Work request
Pick out all lines of the entries that include the word "place" and copy them.

Extracted data
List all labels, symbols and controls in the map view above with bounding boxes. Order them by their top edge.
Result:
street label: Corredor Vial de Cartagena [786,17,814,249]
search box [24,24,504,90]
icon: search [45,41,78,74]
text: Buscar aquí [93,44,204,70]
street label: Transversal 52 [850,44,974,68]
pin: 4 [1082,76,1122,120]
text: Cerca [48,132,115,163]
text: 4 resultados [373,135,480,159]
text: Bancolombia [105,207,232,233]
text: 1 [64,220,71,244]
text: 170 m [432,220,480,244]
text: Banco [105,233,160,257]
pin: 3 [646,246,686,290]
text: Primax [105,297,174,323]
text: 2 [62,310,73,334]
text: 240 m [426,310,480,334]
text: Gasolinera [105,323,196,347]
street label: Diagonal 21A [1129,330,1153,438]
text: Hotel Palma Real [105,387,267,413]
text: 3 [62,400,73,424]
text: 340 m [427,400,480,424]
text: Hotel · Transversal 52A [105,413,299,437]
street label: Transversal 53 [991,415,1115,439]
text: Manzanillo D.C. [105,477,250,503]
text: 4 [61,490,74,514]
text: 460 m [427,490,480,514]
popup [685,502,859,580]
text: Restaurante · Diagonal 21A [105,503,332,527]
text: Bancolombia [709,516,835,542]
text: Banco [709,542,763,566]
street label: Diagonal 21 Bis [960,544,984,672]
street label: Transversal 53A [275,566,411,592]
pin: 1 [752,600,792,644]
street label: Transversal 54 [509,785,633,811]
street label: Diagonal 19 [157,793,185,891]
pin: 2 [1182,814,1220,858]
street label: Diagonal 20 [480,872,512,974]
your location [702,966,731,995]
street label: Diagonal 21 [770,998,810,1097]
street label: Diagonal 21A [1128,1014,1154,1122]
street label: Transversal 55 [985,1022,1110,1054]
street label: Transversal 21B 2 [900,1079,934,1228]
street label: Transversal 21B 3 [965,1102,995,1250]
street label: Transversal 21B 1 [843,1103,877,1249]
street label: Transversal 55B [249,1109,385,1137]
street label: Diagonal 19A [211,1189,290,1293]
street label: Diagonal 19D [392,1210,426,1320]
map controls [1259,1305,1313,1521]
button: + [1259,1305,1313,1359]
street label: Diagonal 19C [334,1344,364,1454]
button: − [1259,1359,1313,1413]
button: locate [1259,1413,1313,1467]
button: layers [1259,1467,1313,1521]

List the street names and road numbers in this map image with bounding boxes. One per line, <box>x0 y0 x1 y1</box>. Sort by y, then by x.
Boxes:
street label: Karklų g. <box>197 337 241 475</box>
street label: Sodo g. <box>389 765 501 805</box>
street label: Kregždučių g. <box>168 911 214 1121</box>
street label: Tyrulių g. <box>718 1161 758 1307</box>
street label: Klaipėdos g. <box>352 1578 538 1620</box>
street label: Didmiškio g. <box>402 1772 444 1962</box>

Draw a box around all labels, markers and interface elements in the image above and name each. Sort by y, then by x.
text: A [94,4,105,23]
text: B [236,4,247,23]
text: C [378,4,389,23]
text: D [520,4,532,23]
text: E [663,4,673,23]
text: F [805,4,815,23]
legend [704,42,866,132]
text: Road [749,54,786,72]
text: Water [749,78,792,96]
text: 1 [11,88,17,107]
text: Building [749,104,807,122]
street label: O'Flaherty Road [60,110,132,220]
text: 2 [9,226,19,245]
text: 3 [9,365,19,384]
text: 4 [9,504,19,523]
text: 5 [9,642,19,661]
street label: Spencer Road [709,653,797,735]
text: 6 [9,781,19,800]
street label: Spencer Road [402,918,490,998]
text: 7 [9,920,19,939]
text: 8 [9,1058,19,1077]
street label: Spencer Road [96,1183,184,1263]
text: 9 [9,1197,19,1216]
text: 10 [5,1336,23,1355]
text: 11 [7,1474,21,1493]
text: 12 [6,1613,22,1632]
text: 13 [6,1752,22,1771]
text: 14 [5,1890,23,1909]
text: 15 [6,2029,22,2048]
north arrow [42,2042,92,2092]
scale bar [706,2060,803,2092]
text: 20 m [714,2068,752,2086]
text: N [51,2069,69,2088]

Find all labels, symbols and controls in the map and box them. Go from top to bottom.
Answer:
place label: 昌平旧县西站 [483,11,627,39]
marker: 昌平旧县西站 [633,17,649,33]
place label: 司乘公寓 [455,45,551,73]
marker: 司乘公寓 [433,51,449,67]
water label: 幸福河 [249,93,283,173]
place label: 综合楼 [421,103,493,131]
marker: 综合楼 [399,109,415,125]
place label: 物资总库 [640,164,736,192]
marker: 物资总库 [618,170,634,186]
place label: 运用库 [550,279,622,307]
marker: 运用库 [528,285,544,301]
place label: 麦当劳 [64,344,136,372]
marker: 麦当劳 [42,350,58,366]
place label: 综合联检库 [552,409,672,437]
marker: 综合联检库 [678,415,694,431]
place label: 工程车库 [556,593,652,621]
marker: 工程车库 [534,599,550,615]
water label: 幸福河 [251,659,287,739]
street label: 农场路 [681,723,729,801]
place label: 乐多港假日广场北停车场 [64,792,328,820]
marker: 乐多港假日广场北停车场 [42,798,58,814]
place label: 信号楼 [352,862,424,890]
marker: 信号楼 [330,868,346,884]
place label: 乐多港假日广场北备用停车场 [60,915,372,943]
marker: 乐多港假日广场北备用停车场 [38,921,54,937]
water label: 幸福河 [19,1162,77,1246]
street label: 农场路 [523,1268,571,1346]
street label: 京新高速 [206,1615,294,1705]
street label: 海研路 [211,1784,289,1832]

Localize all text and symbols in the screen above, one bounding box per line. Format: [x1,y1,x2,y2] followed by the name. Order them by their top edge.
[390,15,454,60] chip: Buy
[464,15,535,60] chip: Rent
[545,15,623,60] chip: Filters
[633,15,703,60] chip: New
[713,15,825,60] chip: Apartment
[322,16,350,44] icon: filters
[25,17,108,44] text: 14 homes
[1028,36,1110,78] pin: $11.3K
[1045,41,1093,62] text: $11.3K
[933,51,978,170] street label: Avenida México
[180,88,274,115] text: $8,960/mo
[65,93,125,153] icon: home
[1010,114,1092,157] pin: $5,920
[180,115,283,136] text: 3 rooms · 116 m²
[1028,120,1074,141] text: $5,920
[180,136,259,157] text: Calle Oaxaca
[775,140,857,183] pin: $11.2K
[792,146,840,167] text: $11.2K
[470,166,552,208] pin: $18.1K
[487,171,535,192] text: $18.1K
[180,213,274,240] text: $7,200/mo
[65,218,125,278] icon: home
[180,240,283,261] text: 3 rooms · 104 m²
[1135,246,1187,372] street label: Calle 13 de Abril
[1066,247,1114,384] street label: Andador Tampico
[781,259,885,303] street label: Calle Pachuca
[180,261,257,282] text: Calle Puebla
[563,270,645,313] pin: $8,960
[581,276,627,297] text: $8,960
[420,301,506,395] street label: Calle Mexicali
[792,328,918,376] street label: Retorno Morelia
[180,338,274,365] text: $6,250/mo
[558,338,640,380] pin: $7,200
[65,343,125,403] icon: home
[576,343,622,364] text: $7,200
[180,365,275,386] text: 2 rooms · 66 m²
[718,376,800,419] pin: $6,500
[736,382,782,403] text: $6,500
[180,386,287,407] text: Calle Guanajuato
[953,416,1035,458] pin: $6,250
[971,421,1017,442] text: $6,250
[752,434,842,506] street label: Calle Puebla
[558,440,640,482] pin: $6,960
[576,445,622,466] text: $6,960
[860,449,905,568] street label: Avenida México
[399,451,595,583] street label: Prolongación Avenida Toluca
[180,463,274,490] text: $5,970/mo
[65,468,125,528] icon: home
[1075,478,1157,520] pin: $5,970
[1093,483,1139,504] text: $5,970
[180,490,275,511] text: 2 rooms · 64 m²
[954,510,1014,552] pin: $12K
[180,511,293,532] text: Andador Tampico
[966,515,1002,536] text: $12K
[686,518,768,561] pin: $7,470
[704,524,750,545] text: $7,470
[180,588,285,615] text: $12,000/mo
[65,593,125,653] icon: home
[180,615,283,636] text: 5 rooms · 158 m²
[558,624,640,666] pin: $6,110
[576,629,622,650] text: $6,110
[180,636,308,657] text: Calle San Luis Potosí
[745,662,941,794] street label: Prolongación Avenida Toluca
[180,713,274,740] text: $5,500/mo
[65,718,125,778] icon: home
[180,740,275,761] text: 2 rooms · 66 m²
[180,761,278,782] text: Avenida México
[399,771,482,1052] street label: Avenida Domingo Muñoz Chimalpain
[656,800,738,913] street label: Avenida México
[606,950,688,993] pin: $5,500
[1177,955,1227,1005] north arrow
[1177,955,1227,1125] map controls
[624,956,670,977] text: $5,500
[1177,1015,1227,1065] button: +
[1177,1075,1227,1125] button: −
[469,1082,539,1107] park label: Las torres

Solved problem
place label: 昌平旧县西站 [483,11,627,39]
place label: 司乘公寓 [455,45,551,73]
place label: 综合楼 [421,103,493,131]
place label: 物资总库 [640,164,736,192]
place label: 运用库 [550,279,622,307]
place label: 麦当劳 [64,344,136,372]
place label: 综合联检库 [552,409,672,437]
place label: 工程车库 [556,593,652,621]
place label: 乐多港假日广场北停车场 [64,792,328,820]
place label: 信号楼 [352,862,424,890]
place label: 乐多港假日广场北备用停车场 [60,915,372,943]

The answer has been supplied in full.